Exercise material START
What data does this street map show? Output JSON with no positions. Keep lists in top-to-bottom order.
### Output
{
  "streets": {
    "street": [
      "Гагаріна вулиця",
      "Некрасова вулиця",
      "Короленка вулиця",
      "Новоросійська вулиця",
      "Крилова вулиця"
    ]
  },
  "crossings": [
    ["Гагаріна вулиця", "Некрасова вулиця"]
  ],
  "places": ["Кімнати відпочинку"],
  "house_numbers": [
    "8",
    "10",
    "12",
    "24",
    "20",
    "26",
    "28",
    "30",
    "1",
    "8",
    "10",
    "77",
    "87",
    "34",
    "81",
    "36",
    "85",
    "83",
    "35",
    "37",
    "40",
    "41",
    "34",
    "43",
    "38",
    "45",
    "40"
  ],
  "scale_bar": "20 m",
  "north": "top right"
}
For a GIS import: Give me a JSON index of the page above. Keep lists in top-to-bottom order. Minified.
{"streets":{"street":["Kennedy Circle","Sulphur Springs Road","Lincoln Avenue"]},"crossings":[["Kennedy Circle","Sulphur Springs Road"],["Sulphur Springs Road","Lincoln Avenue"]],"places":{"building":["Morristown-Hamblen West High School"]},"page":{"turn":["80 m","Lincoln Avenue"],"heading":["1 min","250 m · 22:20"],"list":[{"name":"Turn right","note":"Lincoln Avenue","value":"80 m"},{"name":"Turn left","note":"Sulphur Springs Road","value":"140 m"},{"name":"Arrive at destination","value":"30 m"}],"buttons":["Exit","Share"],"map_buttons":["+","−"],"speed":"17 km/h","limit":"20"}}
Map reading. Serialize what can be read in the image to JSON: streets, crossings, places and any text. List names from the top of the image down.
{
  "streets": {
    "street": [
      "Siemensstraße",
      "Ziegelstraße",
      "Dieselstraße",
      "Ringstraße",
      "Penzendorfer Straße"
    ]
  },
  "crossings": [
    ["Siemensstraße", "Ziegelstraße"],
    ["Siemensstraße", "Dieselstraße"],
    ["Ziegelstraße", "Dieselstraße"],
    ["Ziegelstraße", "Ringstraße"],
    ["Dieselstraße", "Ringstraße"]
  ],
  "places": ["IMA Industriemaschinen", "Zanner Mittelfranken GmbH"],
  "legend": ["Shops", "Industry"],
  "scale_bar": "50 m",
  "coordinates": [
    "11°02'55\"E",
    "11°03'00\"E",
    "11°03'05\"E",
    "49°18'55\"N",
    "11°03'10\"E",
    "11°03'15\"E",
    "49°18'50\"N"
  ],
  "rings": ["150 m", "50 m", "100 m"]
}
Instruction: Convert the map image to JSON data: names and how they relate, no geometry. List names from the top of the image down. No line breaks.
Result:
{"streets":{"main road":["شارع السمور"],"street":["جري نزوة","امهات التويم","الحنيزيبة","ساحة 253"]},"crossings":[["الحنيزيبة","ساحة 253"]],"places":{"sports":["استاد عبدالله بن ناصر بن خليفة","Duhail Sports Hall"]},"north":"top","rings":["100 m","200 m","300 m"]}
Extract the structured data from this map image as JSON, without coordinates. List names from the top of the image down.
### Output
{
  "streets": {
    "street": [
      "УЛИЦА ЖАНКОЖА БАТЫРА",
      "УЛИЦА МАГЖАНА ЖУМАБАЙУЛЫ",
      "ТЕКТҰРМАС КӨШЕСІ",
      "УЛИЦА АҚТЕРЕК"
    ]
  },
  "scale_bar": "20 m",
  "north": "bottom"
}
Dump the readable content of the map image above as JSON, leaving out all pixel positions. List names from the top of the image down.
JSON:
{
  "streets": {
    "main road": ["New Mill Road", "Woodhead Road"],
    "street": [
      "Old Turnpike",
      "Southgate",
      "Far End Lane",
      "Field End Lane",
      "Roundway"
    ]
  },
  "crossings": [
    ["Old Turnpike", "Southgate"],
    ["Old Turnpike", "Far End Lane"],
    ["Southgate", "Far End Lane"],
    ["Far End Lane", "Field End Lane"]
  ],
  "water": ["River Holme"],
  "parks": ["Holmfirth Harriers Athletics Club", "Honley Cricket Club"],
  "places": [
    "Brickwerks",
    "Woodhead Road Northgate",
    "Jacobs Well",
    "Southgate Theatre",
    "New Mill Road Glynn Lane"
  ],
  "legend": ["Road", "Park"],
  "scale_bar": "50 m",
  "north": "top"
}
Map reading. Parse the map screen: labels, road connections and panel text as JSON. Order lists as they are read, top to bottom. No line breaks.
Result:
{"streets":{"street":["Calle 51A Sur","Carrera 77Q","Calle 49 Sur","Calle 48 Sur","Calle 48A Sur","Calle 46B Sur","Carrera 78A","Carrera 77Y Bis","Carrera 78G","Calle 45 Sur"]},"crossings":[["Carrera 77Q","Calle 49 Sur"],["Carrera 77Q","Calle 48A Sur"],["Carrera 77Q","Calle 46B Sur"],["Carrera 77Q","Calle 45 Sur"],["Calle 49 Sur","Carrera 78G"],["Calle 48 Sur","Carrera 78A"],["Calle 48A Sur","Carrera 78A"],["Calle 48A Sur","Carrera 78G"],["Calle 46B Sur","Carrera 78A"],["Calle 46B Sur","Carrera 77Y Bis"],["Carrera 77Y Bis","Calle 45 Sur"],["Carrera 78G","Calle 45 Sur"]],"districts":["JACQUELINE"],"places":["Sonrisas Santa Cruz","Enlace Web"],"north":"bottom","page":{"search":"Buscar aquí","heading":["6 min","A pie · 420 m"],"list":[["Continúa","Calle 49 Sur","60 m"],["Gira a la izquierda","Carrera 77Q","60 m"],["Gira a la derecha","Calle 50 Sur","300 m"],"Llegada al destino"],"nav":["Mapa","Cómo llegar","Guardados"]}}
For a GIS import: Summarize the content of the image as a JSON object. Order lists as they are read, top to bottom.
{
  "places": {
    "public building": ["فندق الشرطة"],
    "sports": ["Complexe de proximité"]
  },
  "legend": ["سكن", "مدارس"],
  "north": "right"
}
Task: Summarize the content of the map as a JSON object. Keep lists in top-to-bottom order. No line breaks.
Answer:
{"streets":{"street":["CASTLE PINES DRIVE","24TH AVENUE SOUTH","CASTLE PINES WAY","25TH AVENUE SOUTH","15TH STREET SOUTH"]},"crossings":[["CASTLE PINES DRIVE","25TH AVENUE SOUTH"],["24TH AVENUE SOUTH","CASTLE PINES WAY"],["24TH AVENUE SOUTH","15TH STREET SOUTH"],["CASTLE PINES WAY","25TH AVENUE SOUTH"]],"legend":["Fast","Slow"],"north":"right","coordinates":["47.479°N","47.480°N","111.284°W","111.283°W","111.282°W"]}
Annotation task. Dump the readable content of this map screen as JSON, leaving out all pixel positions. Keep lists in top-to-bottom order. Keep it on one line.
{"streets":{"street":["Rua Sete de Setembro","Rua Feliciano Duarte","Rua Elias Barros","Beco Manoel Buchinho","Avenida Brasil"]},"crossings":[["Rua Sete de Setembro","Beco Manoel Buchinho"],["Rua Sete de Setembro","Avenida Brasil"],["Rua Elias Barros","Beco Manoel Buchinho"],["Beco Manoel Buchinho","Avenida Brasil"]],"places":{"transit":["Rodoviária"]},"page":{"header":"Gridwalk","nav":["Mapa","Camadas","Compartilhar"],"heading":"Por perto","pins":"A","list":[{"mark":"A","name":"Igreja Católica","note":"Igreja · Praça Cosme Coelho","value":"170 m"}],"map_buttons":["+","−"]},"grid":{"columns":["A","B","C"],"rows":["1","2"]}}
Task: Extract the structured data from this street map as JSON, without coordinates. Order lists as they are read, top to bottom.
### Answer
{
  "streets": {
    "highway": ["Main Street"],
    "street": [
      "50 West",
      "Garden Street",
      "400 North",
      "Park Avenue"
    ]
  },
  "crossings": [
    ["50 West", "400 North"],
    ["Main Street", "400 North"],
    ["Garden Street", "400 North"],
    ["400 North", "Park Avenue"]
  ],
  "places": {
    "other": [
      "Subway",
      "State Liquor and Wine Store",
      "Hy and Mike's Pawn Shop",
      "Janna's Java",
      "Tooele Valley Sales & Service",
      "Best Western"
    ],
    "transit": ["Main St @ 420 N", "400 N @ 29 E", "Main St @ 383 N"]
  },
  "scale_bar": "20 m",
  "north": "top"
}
Exercise material END
◆ Assignment
Set down exactly the lines above, from the one containing "Task: Extract the" to the final line of the material, with both ends kept and no other lines.

◆ Written solution
Task: Extract the structured data from this street map as JSON, without coordinates. Order lists as they are read, top to bottom.
### Answer
{
  "streets": {
    "highway": ["Main Street"],
    "street": [
      "50 West",
      "Garden Street",
      "400 North",
      "Park Avenue"
    ]
  },
  "crossings": [
    ["50 West", "400 North"],
    ["Main Street", "400 North"],
    ["Garden Street", "400 North"],
    ["400 North", "Park Avenue"]
  ],
  "places": {
    "other": [
      "Subway",
      "State Liquor and Wine Store",
      "Hy and Mike's Pawn Shop",
      "Janna's Java",
      "Tooele Valley Sales & Service",
      "Best Western"
    ],
    "transit": ["Main St @ 420 N", "400 N @ 29 E", "Main St @ 383 N"]
  },
  "scale_bar": "20 m",
  "north": "top"
}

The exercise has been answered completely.